48, 95% CI 0.74 to 16.40). MRI was not useful in diagnosing other wrist ligament injuries. The MRI findings need to be interpreted with caution because surgeons who performed the arthroscopies were not blinded to the MRI results. While it is possible that our MRI results may have been better if we had used high resolution rather than low resolution MRI, this would seem unlikely. Faber and colleagues
(2010) reported no difference in the positive predictive values of high and low resolution MRI for diagnosing TFCC injuries, although higher resolution MRI was Staurosporine slightly better for ruling out TFCC injuries. Anderson and colleagues (2008) argued that high resolution MRI was more useful than low resolution MRI for diagnosing wrist ligament injuries, however when we used the authors’ data to derive LRs we found that their results were very similar to our own.
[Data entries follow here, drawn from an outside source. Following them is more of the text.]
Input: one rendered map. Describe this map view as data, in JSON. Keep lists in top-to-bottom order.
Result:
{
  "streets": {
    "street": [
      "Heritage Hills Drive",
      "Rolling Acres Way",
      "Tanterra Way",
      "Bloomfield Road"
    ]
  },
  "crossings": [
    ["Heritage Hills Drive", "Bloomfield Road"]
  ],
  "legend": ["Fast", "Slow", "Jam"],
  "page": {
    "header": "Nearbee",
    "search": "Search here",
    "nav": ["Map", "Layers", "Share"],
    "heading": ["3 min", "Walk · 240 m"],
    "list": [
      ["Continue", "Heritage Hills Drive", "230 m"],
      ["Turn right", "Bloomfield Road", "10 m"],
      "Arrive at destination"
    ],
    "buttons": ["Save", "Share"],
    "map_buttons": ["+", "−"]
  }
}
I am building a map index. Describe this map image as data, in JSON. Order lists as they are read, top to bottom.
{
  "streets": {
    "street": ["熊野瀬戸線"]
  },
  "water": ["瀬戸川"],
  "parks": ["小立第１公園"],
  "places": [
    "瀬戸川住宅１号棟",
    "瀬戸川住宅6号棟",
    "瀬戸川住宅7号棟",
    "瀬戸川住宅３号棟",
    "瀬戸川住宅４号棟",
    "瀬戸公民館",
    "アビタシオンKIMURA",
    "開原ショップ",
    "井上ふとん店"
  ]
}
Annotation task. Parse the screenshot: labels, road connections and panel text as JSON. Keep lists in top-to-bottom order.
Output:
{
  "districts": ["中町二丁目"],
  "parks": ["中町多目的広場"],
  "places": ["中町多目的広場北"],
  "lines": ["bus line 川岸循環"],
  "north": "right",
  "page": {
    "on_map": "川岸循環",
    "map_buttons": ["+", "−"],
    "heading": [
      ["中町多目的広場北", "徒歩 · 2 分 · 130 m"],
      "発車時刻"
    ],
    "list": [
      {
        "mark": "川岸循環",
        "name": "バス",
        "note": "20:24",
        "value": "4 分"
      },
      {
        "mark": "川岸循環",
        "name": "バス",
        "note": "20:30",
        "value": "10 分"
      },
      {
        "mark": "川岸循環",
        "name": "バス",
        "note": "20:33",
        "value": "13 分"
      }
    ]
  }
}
MRI combined AZD6738 datasheet with provocative tests improved the proportion of correct diagnoses of TFCC injuries by 13% and lunate cartilage damage by 8%. That is, eight additional scans would need to be performed to make one more correct diagnosis of the presence or absence of TFCC injury compared to diagnosis by provocative tests alone, and 13 additional scans would need to be performed to make one more correct diagnosis of the presence or absence of
lunate cartilage damage. There was no benefit in performing MRI in addition to provocative wrist tests for diagnosis of SL, LT, arcuate ligament, and DRUJ injuries. The additional
diagnostic benefit of MRI scans needs to be weighed against the cost of 8–13 scans for one more correct diagnosis. The results of the arthroscopies indicated that 63% of wrists had synovitis. Synovitis is often due to an inflammatory reaction following trauma in the absence of arthritis. Perhaps those who had synovitis whatever had an injury to the joint capsule. This might partly explain the limited value of the provocative tests for diagnosing wrist ligament injuries. This possibility was explored with post hoc exploratory analyses in which any finding of wrist synovitis was cross tabulated with the SS test and then with the TFCC test. The TFCC test did not perform any better. The positive LR associated with an ‘uncertain’ test result (ie, hypermobile or pain different to the primary pain the participant presented with) for the SS test appeared to be moderately useful, but the estimate of diagnostic utility was very imprecise (LR 4.77, 95% CI 0.67 to 34). Further studies could explore the value of provocative tests for diagnosing wrist synovitis or other conditions. Strengths of this study include the recruitment of a consecutive sample of participants suspected of wrist ligament injuries, and that all participants were tested with the reference standard. A limitation of this study was that MRI was conducted at the surgeon’s discretion and performed on only a subgroup of participants.